Aging is an important heat treatment process for maraging stainless steel. During aging, the interaction between intermetallic compounds and dislocations has a significant impact on the mechanical properties of the material. In this article, the effect of aging temperature on the precipitation behavior and mechanical properties of Fe–Cr–Ni maraging stainless steel was studied by means of a three-dimensional atom probe (3DAP) and high-resolution transmission electron microscopy (HRTEM). The results show that coherent Ni3(Ti, Al) precipitates by heterogeneous nucleation from Ni/Ti/Al coclusters formed at defects (mainly dislocations) in the range of 350–450 °C, which leads to a rapid increase in strength and a sharp decrease in toughness. At 450–500 °C, the interface between Ni3(Ti, Al) and the matrix gradually changes from coherent to semicoherent, and an increase in the equivalent precipitate radius is accompanied by a decrease in their density. The tensile strength of the material reaches its peak value, and the toughness is improved.
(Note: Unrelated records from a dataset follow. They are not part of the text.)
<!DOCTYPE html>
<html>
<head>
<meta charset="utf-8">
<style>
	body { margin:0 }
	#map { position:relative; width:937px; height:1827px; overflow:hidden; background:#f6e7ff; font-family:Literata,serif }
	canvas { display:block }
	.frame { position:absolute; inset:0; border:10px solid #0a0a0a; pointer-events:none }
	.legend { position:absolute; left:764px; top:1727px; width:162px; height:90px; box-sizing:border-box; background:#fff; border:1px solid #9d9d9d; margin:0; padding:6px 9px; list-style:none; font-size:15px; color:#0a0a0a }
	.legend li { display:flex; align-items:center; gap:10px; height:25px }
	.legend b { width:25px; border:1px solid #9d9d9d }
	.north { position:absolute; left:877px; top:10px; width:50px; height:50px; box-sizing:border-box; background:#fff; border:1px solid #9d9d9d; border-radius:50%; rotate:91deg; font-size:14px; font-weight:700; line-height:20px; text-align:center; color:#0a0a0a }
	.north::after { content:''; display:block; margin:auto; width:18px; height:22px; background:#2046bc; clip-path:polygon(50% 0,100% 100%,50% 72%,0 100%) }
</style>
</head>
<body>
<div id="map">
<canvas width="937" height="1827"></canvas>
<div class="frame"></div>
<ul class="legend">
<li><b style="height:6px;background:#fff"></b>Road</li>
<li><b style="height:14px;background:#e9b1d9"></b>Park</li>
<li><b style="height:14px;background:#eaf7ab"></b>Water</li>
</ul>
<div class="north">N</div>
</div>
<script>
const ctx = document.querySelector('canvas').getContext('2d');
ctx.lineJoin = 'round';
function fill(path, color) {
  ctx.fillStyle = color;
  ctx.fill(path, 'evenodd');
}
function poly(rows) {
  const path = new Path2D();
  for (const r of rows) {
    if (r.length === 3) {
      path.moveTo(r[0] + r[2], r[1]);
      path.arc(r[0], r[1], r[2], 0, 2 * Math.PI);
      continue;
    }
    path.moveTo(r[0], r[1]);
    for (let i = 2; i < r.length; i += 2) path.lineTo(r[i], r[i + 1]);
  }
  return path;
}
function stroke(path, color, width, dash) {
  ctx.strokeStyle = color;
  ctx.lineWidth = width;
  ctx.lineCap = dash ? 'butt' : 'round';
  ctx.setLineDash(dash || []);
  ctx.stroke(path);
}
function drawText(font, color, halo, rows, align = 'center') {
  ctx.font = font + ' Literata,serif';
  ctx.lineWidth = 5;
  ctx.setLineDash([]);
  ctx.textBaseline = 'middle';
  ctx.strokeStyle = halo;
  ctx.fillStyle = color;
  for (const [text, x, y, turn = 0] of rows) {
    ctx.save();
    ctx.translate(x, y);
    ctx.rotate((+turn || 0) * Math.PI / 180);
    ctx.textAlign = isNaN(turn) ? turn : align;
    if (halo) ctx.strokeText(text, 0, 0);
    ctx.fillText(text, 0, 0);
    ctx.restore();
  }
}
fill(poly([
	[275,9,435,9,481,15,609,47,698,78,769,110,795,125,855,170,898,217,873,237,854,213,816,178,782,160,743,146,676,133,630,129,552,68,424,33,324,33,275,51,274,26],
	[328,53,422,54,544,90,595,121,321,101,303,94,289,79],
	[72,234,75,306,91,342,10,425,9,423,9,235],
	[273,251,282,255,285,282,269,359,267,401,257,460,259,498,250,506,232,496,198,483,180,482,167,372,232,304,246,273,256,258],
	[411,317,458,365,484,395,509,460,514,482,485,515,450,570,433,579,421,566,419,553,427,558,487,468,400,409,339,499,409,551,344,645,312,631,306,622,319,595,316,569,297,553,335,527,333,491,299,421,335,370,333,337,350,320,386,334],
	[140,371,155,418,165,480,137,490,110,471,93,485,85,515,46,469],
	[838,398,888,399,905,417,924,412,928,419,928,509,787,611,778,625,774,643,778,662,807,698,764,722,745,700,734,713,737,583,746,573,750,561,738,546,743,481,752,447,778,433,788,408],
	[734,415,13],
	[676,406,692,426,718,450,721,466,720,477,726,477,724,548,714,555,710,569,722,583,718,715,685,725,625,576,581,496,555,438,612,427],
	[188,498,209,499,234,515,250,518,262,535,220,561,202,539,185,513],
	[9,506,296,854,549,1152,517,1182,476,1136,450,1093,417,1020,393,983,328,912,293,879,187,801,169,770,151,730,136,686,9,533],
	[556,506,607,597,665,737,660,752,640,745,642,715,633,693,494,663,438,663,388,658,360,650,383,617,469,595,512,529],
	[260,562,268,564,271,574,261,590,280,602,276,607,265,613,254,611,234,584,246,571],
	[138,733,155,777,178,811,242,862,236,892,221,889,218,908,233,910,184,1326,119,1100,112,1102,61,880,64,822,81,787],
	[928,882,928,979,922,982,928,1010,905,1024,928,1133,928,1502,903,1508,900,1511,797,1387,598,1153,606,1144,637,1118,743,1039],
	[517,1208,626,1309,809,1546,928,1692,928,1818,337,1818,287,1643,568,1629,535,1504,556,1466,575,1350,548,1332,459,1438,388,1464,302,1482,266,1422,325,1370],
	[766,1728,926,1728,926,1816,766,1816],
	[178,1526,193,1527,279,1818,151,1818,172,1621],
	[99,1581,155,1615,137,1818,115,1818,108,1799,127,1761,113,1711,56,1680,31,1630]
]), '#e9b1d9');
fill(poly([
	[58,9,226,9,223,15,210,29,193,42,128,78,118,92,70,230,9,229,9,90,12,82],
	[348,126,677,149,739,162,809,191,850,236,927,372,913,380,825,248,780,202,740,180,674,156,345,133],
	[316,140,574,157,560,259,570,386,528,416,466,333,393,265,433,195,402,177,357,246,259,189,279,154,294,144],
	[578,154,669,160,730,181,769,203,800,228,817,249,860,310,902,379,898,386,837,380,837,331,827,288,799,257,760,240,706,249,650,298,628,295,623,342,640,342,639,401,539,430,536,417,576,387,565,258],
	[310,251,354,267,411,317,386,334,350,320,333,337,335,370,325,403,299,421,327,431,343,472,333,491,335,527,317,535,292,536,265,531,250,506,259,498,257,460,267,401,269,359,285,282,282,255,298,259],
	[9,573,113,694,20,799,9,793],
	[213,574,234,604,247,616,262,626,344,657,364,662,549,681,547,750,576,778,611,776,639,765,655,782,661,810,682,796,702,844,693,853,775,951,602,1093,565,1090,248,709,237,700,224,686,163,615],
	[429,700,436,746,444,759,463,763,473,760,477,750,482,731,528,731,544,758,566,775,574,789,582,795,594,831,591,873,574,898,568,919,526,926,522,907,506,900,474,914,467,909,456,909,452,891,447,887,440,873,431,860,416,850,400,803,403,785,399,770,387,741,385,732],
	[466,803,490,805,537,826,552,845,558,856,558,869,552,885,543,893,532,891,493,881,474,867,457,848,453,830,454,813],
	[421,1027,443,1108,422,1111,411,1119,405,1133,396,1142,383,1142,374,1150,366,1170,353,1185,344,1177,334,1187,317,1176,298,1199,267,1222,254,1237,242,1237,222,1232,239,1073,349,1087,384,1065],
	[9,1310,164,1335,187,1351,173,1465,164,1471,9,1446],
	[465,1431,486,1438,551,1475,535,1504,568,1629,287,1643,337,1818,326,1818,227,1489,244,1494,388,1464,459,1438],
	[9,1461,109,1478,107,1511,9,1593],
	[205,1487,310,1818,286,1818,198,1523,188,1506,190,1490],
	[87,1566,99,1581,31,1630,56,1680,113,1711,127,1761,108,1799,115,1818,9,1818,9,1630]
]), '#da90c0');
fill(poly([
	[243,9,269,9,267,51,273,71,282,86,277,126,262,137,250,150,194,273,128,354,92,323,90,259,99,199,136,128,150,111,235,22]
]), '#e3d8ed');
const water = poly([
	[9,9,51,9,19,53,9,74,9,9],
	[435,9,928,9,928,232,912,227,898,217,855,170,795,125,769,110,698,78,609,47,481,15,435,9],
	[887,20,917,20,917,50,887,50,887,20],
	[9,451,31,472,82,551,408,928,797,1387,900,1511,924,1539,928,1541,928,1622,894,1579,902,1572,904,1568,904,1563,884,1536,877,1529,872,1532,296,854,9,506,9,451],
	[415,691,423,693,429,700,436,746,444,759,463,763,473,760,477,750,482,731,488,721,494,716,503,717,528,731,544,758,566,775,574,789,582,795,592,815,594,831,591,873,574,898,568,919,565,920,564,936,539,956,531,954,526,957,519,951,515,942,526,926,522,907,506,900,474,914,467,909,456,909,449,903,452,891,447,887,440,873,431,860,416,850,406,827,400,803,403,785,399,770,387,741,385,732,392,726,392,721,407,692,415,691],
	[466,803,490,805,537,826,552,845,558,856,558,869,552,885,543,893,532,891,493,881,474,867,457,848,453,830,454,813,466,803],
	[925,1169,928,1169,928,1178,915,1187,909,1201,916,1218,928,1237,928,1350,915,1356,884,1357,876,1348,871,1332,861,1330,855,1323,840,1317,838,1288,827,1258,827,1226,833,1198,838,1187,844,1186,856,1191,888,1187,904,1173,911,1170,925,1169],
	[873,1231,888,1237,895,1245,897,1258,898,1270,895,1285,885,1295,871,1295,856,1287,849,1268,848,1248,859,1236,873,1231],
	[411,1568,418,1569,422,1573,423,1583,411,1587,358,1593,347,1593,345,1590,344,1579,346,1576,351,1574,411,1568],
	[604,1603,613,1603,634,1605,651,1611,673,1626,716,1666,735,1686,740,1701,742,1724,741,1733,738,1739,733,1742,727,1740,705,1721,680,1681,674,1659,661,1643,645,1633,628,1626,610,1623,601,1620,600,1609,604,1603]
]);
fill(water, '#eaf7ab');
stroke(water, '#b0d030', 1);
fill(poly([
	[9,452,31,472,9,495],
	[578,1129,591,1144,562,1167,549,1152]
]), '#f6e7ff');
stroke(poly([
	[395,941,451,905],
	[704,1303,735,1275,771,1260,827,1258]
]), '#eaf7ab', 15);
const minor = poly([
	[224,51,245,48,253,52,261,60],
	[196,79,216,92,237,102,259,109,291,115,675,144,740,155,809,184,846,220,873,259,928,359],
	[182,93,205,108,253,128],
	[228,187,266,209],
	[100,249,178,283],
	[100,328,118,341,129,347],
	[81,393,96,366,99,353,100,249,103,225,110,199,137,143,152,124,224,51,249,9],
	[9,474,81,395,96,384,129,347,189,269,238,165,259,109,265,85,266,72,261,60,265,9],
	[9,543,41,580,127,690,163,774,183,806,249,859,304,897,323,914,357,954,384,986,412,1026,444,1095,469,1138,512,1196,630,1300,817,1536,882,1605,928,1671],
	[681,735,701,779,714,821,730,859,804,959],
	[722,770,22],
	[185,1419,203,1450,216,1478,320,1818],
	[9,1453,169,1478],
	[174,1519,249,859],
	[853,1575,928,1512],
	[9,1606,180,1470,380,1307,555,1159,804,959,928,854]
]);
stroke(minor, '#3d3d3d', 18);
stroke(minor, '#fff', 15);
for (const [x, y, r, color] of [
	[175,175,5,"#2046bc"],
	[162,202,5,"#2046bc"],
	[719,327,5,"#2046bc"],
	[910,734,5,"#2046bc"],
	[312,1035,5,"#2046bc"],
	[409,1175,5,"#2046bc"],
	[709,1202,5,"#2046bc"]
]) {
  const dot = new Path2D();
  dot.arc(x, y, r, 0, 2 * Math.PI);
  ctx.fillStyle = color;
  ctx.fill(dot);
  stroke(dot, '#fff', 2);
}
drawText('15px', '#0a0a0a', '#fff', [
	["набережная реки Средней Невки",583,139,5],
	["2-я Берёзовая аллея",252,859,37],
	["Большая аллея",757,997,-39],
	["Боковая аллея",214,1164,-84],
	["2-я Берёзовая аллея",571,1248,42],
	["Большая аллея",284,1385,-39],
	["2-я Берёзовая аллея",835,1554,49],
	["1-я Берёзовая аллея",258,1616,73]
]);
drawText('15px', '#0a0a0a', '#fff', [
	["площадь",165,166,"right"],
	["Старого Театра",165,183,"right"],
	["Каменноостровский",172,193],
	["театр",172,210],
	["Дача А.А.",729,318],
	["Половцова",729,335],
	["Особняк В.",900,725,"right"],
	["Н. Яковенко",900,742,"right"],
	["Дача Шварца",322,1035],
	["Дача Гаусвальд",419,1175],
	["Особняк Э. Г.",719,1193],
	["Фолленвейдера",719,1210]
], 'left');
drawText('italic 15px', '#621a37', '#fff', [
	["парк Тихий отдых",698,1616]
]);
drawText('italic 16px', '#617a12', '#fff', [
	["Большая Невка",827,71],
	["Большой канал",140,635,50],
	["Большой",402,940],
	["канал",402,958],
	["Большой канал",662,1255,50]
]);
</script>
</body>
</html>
Within the range of 500–600 °C, Ni3(Ti, Al) continues to grow, aggregate and coarsen, and the amount of reverted austenite increases significantly. Both effects lead to a prominent decrease in the tensile strength and a substantial increase in toughness. The Ni3(Ti, Al) grows axially along the <111> dislocations through tube diffusion. The radial growth is parallel to [110]α and [11‾2]α, and the process is affected by the climbing and slipping of misfit edge dislocations. The strength increment of precipitates with different sizes formed at the peak aging temperature is calculated according to the critical transition radius, and the superposed results of the cutting and bypassing mechanisms during the yielding stage are found to be consistent with the experimental data, indicating that the two mechanisms work simultaneously. The findings provide a more accurate method for predicting the yield strength of materials.